Martin Heller schaffte als künstlerischer Direktor der Expo.02 den Spagat zwischen Kunst und Rendite, zwischen schöngeistiger Elite und Bratwurstfraktion. Was hält er vom Beschluss des Ständerats, das Budget der Stiftung Pro Helvetia um eine Million Franken zu kürzen, weil eine Ausstellung des Schweizer Künstlers Thomas Hirschhorn den Geschmack der Politiker nicht traf?

Beobachter: Der Ständerat hat die Provokation eines Künstlers mit einer Provokation pariert. Handelt es sich da um Zensur?
Martin Heller: Das war eine Strafaktion im Affekt. Man wollte väterlich streng mal den Tarif durchgeben.

Beobachter: Darf ein Künstler, der vom Staat unterstützt wird, überhaupt kritisch sein?
Heller: In meinem Verständnis von Kunst soll sich ein Künstler so äussern können, wie er es für richtig hält – ob er nun staatliche Unterstützung erhält oder nicht. Einflussversuche auf der Ebene des Werks, im Sinne einer Kontrolle, halte ich für absurd. Nur: Die Mehrheit des Schweizer Ständerats sieht das anders.

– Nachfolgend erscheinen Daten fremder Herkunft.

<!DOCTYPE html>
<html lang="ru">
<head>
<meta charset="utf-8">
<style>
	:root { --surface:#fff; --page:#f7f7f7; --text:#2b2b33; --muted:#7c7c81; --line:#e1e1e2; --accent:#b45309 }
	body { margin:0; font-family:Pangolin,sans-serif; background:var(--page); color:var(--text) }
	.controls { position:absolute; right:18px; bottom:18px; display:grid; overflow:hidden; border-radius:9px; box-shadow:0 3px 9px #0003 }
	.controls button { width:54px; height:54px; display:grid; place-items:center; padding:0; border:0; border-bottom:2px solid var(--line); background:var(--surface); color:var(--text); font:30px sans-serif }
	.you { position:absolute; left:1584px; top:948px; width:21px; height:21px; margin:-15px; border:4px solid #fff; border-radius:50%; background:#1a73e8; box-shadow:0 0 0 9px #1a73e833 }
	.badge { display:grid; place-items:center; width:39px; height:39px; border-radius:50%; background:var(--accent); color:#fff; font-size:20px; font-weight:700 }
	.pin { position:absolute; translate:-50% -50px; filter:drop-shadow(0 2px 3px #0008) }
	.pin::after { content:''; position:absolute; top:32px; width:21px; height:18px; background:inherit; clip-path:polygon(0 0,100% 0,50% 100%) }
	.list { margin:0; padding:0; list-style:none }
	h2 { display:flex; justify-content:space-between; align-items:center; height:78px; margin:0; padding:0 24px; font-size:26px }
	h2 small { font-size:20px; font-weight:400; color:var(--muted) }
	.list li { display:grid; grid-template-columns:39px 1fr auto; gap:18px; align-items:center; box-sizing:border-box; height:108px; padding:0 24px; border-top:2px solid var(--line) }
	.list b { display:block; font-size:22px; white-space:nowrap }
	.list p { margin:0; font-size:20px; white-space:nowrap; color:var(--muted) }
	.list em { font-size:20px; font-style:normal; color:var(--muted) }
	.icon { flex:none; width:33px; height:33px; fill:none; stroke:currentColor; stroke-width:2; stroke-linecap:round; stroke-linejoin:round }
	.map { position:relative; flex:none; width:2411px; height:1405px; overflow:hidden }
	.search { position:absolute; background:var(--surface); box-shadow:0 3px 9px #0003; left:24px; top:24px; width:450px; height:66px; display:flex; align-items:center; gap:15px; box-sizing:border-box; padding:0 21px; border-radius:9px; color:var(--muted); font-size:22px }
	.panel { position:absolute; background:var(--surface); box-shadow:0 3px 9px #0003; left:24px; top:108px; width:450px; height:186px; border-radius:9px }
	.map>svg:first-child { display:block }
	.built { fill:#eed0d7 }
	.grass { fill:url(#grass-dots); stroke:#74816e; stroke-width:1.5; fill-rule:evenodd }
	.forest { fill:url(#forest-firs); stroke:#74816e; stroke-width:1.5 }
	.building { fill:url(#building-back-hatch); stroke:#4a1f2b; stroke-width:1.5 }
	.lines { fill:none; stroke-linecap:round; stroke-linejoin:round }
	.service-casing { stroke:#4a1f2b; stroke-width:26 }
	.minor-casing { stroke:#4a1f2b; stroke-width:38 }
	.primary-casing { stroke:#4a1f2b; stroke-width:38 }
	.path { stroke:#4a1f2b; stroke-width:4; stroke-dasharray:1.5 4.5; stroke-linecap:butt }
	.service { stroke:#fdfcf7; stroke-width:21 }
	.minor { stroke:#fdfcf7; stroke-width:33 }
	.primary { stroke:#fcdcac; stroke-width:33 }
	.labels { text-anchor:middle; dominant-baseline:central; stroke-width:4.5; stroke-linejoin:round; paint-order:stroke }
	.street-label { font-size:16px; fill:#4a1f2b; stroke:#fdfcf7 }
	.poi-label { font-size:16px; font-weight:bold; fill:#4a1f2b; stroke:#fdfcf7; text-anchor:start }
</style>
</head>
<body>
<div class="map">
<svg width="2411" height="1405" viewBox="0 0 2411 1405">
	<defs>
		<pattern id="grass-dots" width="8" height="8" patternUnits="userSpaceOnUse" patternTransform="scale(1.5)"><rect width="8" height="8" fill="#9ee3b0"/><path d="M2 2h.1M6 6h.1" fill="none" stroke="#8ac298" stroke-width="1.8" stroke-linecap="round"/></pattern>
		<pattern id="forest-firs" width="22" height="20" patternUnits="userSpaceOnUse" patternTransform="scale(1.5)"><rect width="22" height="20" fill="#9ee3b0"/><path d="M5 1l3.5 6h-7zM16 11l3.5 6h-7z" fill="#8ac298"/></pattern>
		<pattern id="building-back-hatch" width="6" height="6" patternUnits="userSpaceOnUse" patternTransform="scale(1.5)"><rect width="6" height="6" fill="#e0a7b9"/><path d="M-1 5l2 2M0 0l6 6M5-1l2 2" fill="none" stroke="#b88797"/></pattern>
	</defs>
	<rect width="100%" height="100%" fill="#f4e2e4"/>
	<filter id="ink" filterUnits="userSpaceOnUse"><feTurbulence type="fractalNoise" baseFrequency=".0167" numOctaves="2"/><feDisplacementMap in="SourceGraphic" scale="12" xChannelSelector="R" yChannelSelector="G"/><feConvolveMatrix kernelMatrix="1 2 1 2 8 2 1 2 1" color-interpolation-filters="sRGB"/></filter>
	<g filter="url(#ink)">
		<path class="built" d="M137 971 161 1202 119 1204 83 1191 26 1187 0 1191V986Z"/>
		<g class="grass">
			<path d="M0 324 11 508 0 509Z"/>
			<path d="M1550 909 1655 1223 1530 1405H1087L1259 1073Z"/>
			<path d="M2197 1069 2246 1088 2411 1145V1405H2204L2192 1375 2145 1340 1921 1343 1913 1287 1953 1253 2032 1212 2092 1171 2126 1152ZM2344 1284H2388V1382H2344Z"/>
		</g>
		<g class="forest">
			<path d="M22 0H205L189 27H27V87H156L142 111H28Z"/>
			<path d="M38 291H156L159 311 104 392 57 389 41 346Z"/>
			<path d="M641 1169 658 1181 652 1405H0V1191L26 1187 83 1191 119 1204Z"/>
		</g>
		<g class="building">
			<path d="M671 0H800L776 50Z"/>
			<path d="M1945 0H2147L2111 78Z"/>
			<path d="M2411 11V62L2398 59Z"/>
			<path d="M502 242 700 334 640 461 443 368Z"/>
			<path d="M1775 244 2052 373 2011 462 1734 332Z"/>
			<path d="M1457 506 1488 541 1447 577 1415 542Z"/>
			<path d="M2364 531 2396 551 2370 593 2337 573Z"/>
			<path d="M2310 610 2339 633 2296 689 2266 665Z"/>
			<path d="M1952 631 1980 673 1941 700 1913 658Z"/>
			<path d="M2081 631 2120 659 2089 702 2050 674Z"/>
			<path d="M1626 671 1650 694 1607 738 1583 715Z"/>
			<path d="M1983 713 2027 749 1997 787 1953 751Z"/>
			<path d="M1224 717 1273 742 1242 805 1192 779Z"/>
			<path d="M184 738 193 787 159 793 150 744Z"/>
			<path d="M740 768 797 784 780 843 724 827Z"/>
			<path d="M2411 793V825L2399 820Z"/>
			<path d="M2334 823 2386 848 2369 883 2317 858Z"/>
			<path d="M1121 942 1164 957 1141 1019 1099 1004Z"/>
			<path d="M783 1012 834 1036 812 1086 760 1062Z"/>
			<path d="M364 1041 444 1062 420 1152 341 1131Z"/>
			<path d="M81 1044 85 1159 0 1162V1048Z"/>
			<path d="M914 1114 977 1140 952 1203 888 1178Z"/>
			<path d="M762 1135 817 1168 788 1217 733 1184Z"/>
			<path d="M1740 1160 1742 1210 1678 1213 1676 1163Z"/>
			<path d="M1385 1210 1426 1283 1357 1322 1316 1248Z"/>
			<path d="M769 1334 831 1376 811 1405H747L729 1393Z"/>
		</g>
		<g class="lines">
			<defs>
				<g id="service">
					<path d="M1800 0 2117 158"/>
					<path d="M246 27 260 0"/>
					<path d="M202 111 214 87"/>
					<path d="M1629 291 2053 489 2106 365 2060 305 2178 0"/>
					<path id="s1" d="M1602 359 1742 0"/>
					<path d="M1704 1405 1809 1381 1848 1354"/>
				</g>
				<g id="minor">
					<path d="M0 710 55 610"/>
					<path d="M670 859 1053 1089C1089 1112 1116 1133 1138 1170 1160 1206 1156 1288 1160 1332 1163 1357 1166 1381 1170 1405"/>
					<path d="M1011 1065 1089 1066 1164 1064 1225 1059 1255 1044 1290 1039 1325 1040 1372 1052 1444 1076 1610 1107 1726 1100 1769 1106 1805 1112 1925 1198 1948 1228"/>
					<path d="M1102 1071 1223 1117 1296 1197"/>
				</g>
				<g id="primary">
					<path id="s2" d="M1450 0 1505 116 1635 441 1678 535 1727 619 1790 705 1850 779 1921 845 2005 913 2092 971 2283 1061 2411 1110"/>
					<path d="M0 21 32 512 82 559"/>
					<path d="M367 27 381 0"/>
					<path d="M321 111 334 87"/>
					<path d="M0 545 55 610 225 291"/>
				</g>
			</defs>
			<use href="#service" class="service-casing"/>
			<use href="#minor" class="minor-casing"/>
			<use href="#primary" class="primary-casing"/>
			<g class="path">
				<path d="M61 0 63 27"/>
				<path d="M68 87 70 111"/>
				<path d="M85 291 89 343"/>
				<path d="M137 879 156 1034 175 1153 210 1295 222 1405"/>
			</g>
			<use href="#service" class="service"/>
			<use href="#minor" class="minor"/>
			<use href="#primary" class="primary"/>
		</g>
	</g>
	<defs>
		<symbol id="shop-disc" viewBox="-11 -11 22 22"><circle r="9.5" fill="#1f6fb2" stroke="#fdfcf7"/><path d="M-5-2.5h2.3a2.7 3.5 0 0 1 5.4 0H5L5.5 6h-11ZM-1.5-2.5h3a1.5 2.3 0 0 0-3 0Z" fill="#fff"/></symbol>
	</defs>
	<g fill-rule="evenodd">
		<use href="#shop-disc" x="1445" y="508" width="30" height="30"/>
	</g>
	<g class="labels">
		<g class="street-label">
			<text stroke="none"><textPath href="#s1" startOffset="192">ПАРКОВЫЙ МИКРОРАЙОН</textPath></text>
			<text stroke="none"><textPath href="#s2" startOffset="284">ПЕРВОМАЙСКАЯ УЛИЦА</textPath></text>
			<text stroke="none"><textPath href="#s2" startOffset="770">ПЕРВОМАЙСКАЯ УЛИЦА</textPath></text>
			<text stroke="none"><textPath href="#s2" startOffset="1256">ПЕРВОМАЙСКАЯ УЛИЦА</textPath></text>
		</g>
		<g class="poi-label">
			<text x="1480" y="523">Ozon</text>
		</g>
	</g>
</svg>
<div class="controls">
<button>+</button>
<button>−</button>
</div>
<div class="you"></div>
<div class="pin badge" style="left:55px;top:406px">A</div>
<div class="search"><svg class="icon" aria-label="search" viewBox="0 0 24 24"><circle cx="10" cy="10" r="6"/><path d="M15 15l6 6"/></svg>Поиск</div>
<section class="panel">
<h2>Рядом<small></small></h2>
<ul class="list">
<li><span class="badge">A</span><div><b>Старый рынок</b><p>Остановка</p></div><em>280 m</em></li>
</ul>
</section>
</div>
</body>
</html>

Beobachter: Kunst wird von allen mitfinanziert. Müsste sie nicht auch von allen verstanden werden?
Heller: Auch ich zahle Steuern. Damit werden regelmässig Dinge finanziert, die ich nicht verstehe. Warum soll das in der Kunst anders sein? Wer Verständlichkeit für alle verlangt, nährt ein uraltes Vorurteil: Künstler seien Schmarotzer. Ständerat Peter Bieri ging sogar noch weiter. Er sagte, die Million, die er streichen wollte, wäre bei «Jugend und Sport» besser aufgehoben. Ich übersetze sinngemäss: Kunst ist krank, Sport aber gesund. Dieses Denkmuster geht zurück in die tiefsten Sümpfe des
20. Jahrhunderts.

Beobachter: Als künstlerischer Direktor der Expo.02 haben Sie Massen mobilisieren können, und gleichzeitig genügten Sie einem hohen künstlerischen Anspruch. Wie kam das?
Heller: Wenn wir die Expo so gemacht hätten, wie die Politiker sich das vorstellten, wäre wohl kaum ein Zehntel der Leute gekommen. Da gab es völlig abstruse Vorstellungen. Als künstlerischer Direktor hatte ich allen zu erklären, was ich vorhatte. Und mit der Zeit waren mehr und mehr Leute davon überzeugt, dass sie bei etwas Mutigem, bei etwas Modernem mitmachten. Solche Bedingungen gelten jedoch nur für eine Landesausstellung.

Beobachter: Ansonsten gilt: Wer unterstützt wird, hat Provokationen zu unterlassen?
Heller: Man könnte das auch umdrehen: Ein Land hat gefälligst dankbar zu sein für radikale Künstler, die radikale Fragen stellen und ihm dadurch weiterhelfen. Sehen Sie, die Schweiz fällt ständig zurück in allen Weltranglisten. Es sind Künstler, die zeigen können, dass wir etwas zu bieten haben – die Fähigkeit zur Selbstironie etwa.

Beobachter: Immerhin schasste Bundesrat Couchepin den Direktor des Bundesamts für Kultur – nach einem missliebigen Film.
Heller: Das sind Einzelfälle und lächerliche Provinzskandale dazu.

Beobachter: Sind wir Schweizer dünnhäutig geworden?
Heller: Viele können mit dem realen Bedeutungsverlust nicht umgehen, den die Schweiz in der Welt erlebt. Man sieht nur noch Niederlagen und Bedrohungen. Es ist so wenig Selbstbewusstsein da! Sogar betreffend Euro 2008 wird heute ausschliesslich über Sicherheit und Geldverteilung geredet. Dabei sind wir Gastgeber und könnten uns doch von der besten Seite zeigen. Oft fehlt einfach der zündende Funke. Ich lebe gern hier, hier ist meine Heimat, und es gibt viele Menschen, die gleich denken wie ich. Ich bin überhaupt nicht pessimistisch. Nur die Politik hab ich abgeschrieben, zumindest auf dieser Ebene.